This book informs students and scholars of early childhood education about the vital influences that imagination in preschool education has exerted upon the lives of various populations. It explores the deeper imaginations of scholars of philosophy and theory, and describes how their work has found its way into present-day classroom practices. The imagination of early philosophers, writers, and teachers, like Aesop, Plato, Socrates, Rousseau, and Locke, are considered in terms of how they affected the theories of Comenius, Oberlin, Pestalozzi, Froebel, Montessori, Freud, Piaget, and Erikson. These thinkers are integrated throughout the text in their proper historical and philosophical periods.
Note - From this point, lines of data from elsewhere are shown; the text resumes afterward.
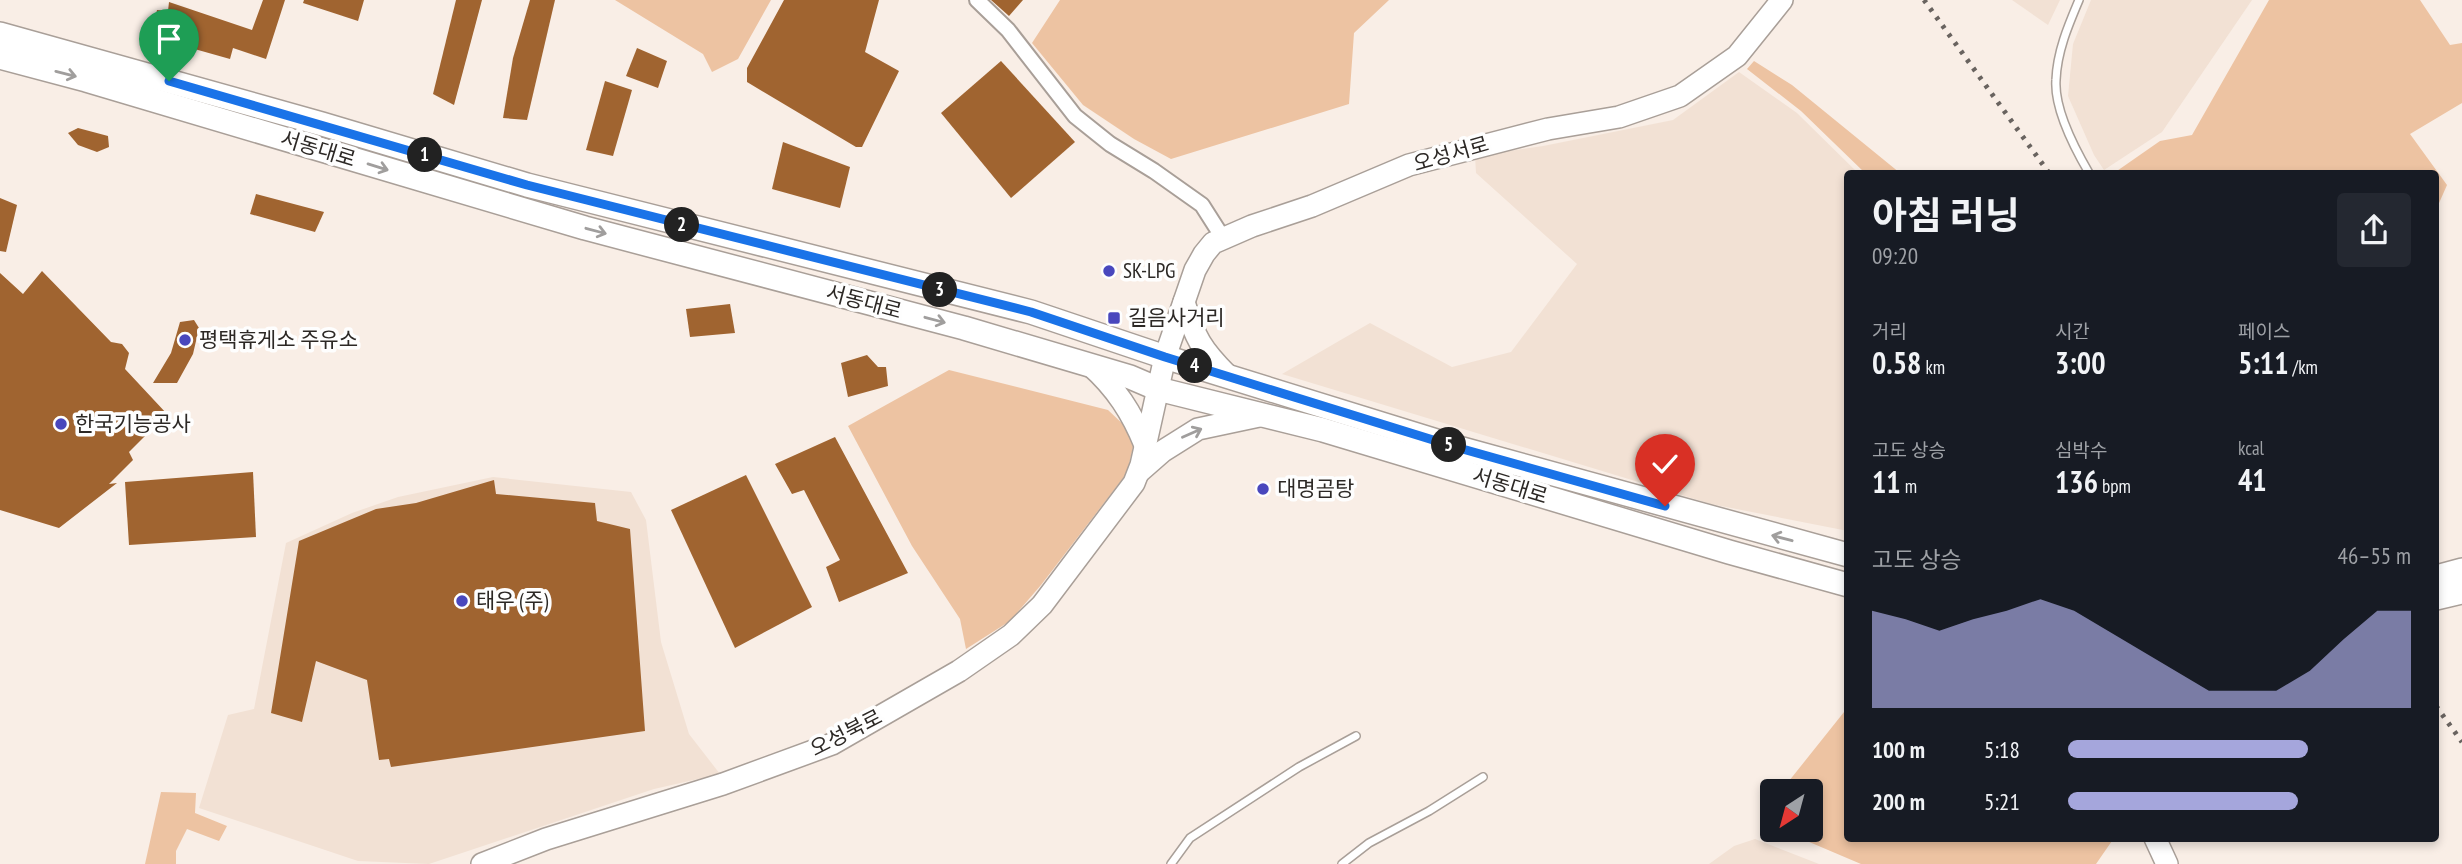 <!DOCTYPE html>
<html lang="ko">
<head>
<meta charset="utf-8">
<style>
  body { margin:0; font-family:"PT Sans Narrow","Noto Sans KR",sans-serif; background:#242831; color:#f1f3f6; height:100vh; display:flex; flex-direction:column; font-size:26px; white-space:nowrap }
  * { box-sizing:border-box; margin:0 }
  p { font-size:23px; color:#9ea1a6 }
  .icon { flex:none; width:38px; height:38px; fill:none; stroke:currentColor; stroke-width:2; stroke-linecap:round; stroke-linejoin:round }
  .map { position:relative; flex:1; overflow:hidden }
  .panel { position:absolute; left:1844px; top:170px; width:595px; height:672px; display:flex; flex-direction:column; background:#171b24; border-radius:7px; box-shadow:0 4px 10px #0003 }
  .panel>* { flex:none }
  .needle { width:46px; rotate:216deg }
  .tools { position:absolute; left:1760px; top:779px; display:grid; gap:14px }
  .tools a { display:grid; place-items:center; width:63px; height:63px; border-radius:7px; background:#171b24; box-shadow:0 4px 10px #0003; font-size:35px }
  .pin { position:absolute; display:grid; place-items:center; width:60px; height:60px; color:#fff; margin:-72px -30px; border-radius:50% 50% 50% 0; rotate:-45deg; box-shadow:0 0 7px #0007 }
  .pin .icon { rotate:45deg }
  .km { position:absolute; width:35px; height:35px; margin:-18px; border-radius:50%; background:#222; color:#fff; font-size:19px; line-height:35px; text-align:center }
  .round { display:grid; place-items:center; flex:none; width:74px; height:74px; border-radius:7px; background:#242831 }
  .summary { display:flex; align-items:center; justify-content:space-between; height:119px; padding:0 28px }
  h1 { font-size:38px; font-weight:700; line-height:52px }
  .stats { display:grid; grid-template-columns:repeat(3,1fr); gap:10px; height:119px; padding:7px 28px }
  .stats div { display:grid; align-content:center }
  .stats b { font-size:30px; font-weight:700 }
  .stats small { font-size:19px; font-weight:400 }
  .stats p { font-size:19px }
  .chart { height:196px; padding:14px 28px }
  .chart p { display:flex; justify-content:space-between }
  .chart svg { width:100%; height:126px; margin-top:7px; fill:#a5a6dc; opacity:.7 }
  ul { padding:0 28px; list-style:none; font-size:23px }
  li { display:grid; grid-template-columns:112px 84px 1fr; align-items:center; height:52px }
  li i { height:18px; border-radius:9px; background:#a5a6dc }
  .map>svg:first-child { display:block }
  .built { fill:#f2e1d4 }
  .green { fill:#edc3a2 }
  .building { fill:#a06430 }
  .lines { fill:none; stroke-linecap:round; stroke-linejoin:round }
  .lane-casing { stroke:#a99f98; stroke-width:10 }
  .street-casing { stroke:#a99f98; stroke-width:18 }
  .secondary-casing { stroke:#a99f98; stroke-width:24 }
  .primary-casing { stroke:#a99f98; stroke-width:26 }
  .lane { stroke:#fff; stroke-width:7 }
  .street { stroke:#fff; stroke-width:14 }
  .secondary { stroke:#fff; stroke-width:21 }
  .primary { stroke:#fff; stroke-width:23 }
  .rail { stroke:#69635f; stroke-width:5; stroke-dasharray:3.5 7; stroke-linecap:butt }
  .oneway { stroke:#a09e9d }
  .route-casing { stroke:#fff; stroke-width:14 }
  .route { stroke:#1a73e8; stroke-width:9 }
  .poi-dot { fill:#4947bd; stroke:#fefefe; stroke-width:2.5 }
  .labels { text-anchor:middle; stroke-width:7; stroke-linejoin:round; paint-order:stroke }
  .street-label { font-size:21px; fill:#2c2825; stroke:#fefefe }
  .poi-label { font-size:21px; fill:#2c2825; stroke:#fefefe; text-anchor:start }
</style>
</head>
<body>
<div class="map">
<svg width="2462" height="864" viewBox="0 0 2462 864">
  <rect width="100%" height="100%" fill="#f9eee6"/>
  <g class="built">
    <polygon points="2012,0 2060,0 2048,25"/>
    <polygon points="2091,0 2252,0 2162,132 2104,170 2094,155 2068,96 2073,44"/>
    <polygon points="1739,72 1797,113 1858,173 1848,173 1848,531 1711,504 1282,374 1370,323 1452,367 1511,352 1577,264 1476,173 1475,156 1543,146 1673,120"/>
    <polygon points="493,477 631,492 646,520 661,642 689,734 720,774 654,789 429,864 358,861 199,808 228,715 254,709 286,543 352,513 398,497"/>
    <polygon points="1755,839 1819,864 1709,864 1734,846"/>
  </g>
  <g class="green">
    <polygon points="615,0 771,0 738,59 712,72 703,54"/>
    <polygon points="1060,0 1389,0 1354,33 1349,104 1171,159 1134,139 1083,105 1032,43"/>
    <polygon points="2269,0 2420,0 2450,45 2462,43 2462,103 2410,134 2447,185 2436,210 2436,173 2114,173 2160,141 2192,135"/>
    <polygon points="1754,61 1792,85 1900,173 1865,173 1801,111 1747,69"/>
    <polygon points="949,370 1108,410 1127,428 1133,447 1127,473 1041,585 1010,621 966,649 960,619 912,546 848,426"/>
    <polygon points="1848,707 1848,838 2114,838 2096,864 1861,864 1781,830 1811,830 1811,791 1781,791"/>
    <polygon points="161,792 196,793 195,813 227,826 219,841 187,829 176,851 176,864 145,864"/>
  </g>
  <g class="building">
    <polygon points="263,0 285,0 266,59 233,48 230,59 152,37 157,10 168,11 169,2 252,30"/>
    <polygon points="304,0 364,0 358,21 303,3"/>
    <polygon points="456,0 482,0 454,105 433,94"/>
    <polygon points="530,0 555,0 527,120 503,118 513,58"/>
    <polygon points="784,0 879,0 865,52 899,71 862,147 856,147 747,82 747,68"/>
    <polygon points="991,0 1023,0 1009,16"/>
    <polygon points="637,48 667,61 658,88 626,76"/>
    <polygon points="1001,61 1075,142 1011,198 941,113"/>
    <polygon points="605,81 632,90 613,156 586,150"/>
    <polygon points="78,128 108,136 109,147 97,152 78,145 68,133"/>
    <polygon points="783,142 850,167 840,208 772,189"/>
    <polygon points="256,194 324,212 315,232 250,214"/>
    <polygon points="0,198 17,205 6,252 0,251"/>
    <polygon points="42,271 111,342 122,344 129,353 125,369 167,414 129,452 133,460 109,484 117,483 59,528 0,510 0,273 23,294"/>
    <polygon points="730,304 735,333 690,337 686,309"/>
    <polygon points="194,320 199,328 193,354 177,383 153,383 171,353 180,322"/>
    <polygon points="867,355 878,367 886,367 888,386 848,397 841,363"/>
    <polygon points="835,437 908,573 839,602 826,567 840,560 804,490 792,494 775,464"/>
    <polygon points="253,472 256,537 129,545 125,482"/>
    <polygon points="746,475 812,607 735,648 671,510"/>
    <polygon points="494,480 496,494 595,503 597,521 630,529 645,731 391,767 389,759 379,760 367,680 316,661 302,722 271,713 299,541 376,509 416,503"/>
  </g>
  <g class="lines">
    <g class="lane-casing">
      <g id="lane">
        <path d="M2079 0C2068 26 2057 52 2056 80 2054 109 2075 149 2089 173"/>
        <polyline points="1171,864 1190,838 1299,767 1356,736"/>
        <polyline points="1342,864 1369,843 1429,811 1483,777"/>
      </g>
    </g>
    <g class="street-casing">
      <polyline id="street" points="977,0 1008,30 1075,116 1110,144 1154,171 1202,205 1223,238"/>
    </g>
    <g class="secondary-casing">
      <g id="secondary">
        <path d="M1184 302C1195 338 1201 349 1228 376"/>
        <path d="M1090 365C1116 388 1132 413 1145 445"/>
        <polyline points="1139,472 1163,451 1198,429 1264,415"/>
        <polyline points="2155,838 2167,864"/>
        <polyline points="482,864 546,839 723,784 832,744 959,671 1011,635 1042,605 1134,483 1141,465 1165,357 1195,270 1204,254 1213,243 1252,226 1312,206 1409,165 1548,129 1619,117 1680,96 1737,56 1782,0"/>
      </g>
    </g>
    <g class="primary-casing">
      <g id="primary">
        <polyline points="0,34 322,124 527,185 1031,312 1165,357 1459,448 1848,555"/>
        <polyline points="0,57 86,80 585,228 964,328 1130,377 1158,389 1323,430 1729,552 1848,585"/>
        <polyline points="2436,577 2462,570"/>
        <polyline points="2436,598 2462,592"/>
      </g>
    </g>
    <use href="#lane" class="lane"/>
    <use href="#street" class="street"/>
    <use href="#secondary" class="secondary"/>
    <use href="#primary" class="primary"/>
    <g class="rail">
      <polyline points="1924,0 2049,173"/>
      <polyline points="2436,706 2462,742"/>
    </g>
  </g>
  <defs><path id="oneway-shaft" d="M-6 0H5M1.5-3L5.5 0L1.5 3" fill="none" stroke-width="1.6" stroke-linecap="round" stroke-linejoin="round" transform="scale(1.75)"/></defs>
  <g class="oneway">
    <use href="#oneway-shaft" transform="translate(66 74) rotate(14)"/>
    <use href="#oneway-shaft" transform="translate(378 167) rotate(17)"/>
    <use href="#oneway-shaft" transform="translate(596 231) rotate(15)"/>
    <use href="#oneway-shaft" transform="translate(935 320) rotate(15)"/>
    <use href="#oneway-shaft" transform="translate(1192 433) rotate(-24)"/>
    <use href="#oneway-shaft" transform="translate(1782 538) rotate(-165)"/>
  </g>
  <g class="lines">
    <g class="route-casing">
      <polyline id="route" points="169,81 527,185 1031,312 1165,357 1459,448 1665,506"/>
    </g>
    <use href="#route" class="route"/>
  </g>
  <g class="poi-dot">
    <circle cx="1109" cy="271" r="7"/>
    <rect x="1107" y="311" width="14" height="14" rx="3.5"/>
    <circle cx="185" cy="340" r="7"/>
    <circle cx="61" cy="424" r="7"/>
    <circle cx="1263" cy="489" r="7"/>
    <circle cx="462" cy="601" r="7"/>
  </g>
  <g class="labels">
    <g class="street-label">
      <text transform="translate(318 149) rotate(17)" y="7">서동대로</text>
      <text transform="translate(1451 154) rotate(-16)" y="7">오성서로</text>
      <text transform="translate(864 302) rotate(15)" y="7">서동대로</text>
      <text transform="translate(1510 486) rotate(17)" y="7">서동대로</text>
      <text transform="translate(846 733) rotate(-27)" y="7">오성북로</text>
    </g>
    <g class="poi-label">
      <text x="1123" y="278">SK-LPG</text>
      <text x="1128" y="325">길음사거리</text>
      <text x="199" y="347">평택휴게소 주유소</text>
      <text x="75" y="431">한국기능공사</text>
      <text x="1277" y="496">대명곰탕</text>
      <text x="476" y="608">태우 (주)</text>
    </g>
  </g>
</svg>
<div class="tools">
<a><svg class="needle" viewBox="-14 -14 28 28"><path d="M0-13l5 13h-10z" fill="#e53935"/><path d="M0 13l5-13h-10z" fill="#9ea1a6"/></svg></a>
</div>
<div class="pin" style="left:169px;top:81px;background:#1e9e55"><svg class="icon" aria-label="arrive" viewBox="0 0 24 24"><path d="M6 21V4h12l-3 4 3 4H6"/></svg></div>
<div class="pin" style="left:1665px;top:506px;background:#d93025"><svg class="icon" aria-label="check" viewBox="0 0 24 24"><path d="M5 12l5 5 9-10"/></svg></div>
<b class="km" style="left:425px;top:155px">1</b>
<b class="km" style="left:682px;top:225px">2</b>
<b class="km" style="left:940px;top:290px">3</b>
<b class="km" style="left:1195px;top:366px">4</b>
<b class="km" style="left:1449px;top:445px">5</b>
<section class="panel">
<div class="summary"><div><h1>아침 러닝</h1><p>09:20</p></div><a class="round"><svg class="icon" aria-label="share" viewBox="0 0 24 24"><path d="M12 15V3M7 8l5-5 5 5M5 13v7h14v-7"/></svg></a></div>
<div class="stats">
<div><p>거리</p><b>0.58<small> km</small></b></div>
<div><p>시간</p><b>3:00</b></div>
<div><p>페이스</p><b>5:11<small> /km</small></b></div>
</div>
<div class="stats">
<div><p>고도 상승</p><b>11<small> m</small></b></div>
<div><p>심박수</p><b>136<small> bpm</small></b></div>
<div><p>kcal</p><b>41</b></div>
</div>
<div class="chart"><p><span>고도 상승</span>46–55 m</p>
<svg viewBox="0 0 160 44" preserveAspectRatio="none"><path d="M0 44V10L10 13L20 17L30 13L40 10L50 6L60 10L70 17L80 24L90 31L100 38L110 38L120 38L130 31L140 20L150 10L160 10V44z"/></svg>
</div>
<ul>
<li><b>100 m</b>5:18<i style="width:70%"></i></li>
<li><b>200 m</b>5:21<i style="width:67%"></i></li>
</ul>
</section>
</div>
</body>
</html>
A steady stream of white poor from Europe, and blacks from southern plantations, created an overwhelming poverty population in our cities in the late 1800s and early 1900s. Newly transplanted families were aided by kindergarten philanthropists who contributed and raised funds for nursery schools and food programs in settlement houses. These neighborhood centers, first imagined by Jacob Riis and Jane Addams, were copied by various community institutions including churches and soon gave shelter to the first kindergartens and nursery schools. Childcare for poor immigrant families was championed by people like the Peabody sisters, Susan Blow, Horace Mann, Ralph Waldo Emerson, Lucy Wheelock, William T. Harris, Maria Kraus-Boelte, Matilda Kriege, Henry Barnard, and Pauline Agassiz Shaw, just to name a few. This book also reports on the work of Itard and Sicard, who inspired Maria Montessori in their dedicated work with children of the impoverished and learning disabled. An extensive reference list is provided for advanced scholarly exploration.
About the Author
HARRY MORGAN is Professor of Early Childhood Education at the State University of West Georgia. He is the author of Historical Perspectives on the Education of Black Children (Greenwood 1995) and Cognitive Styles of Classroom Learning (Greenwood 1997).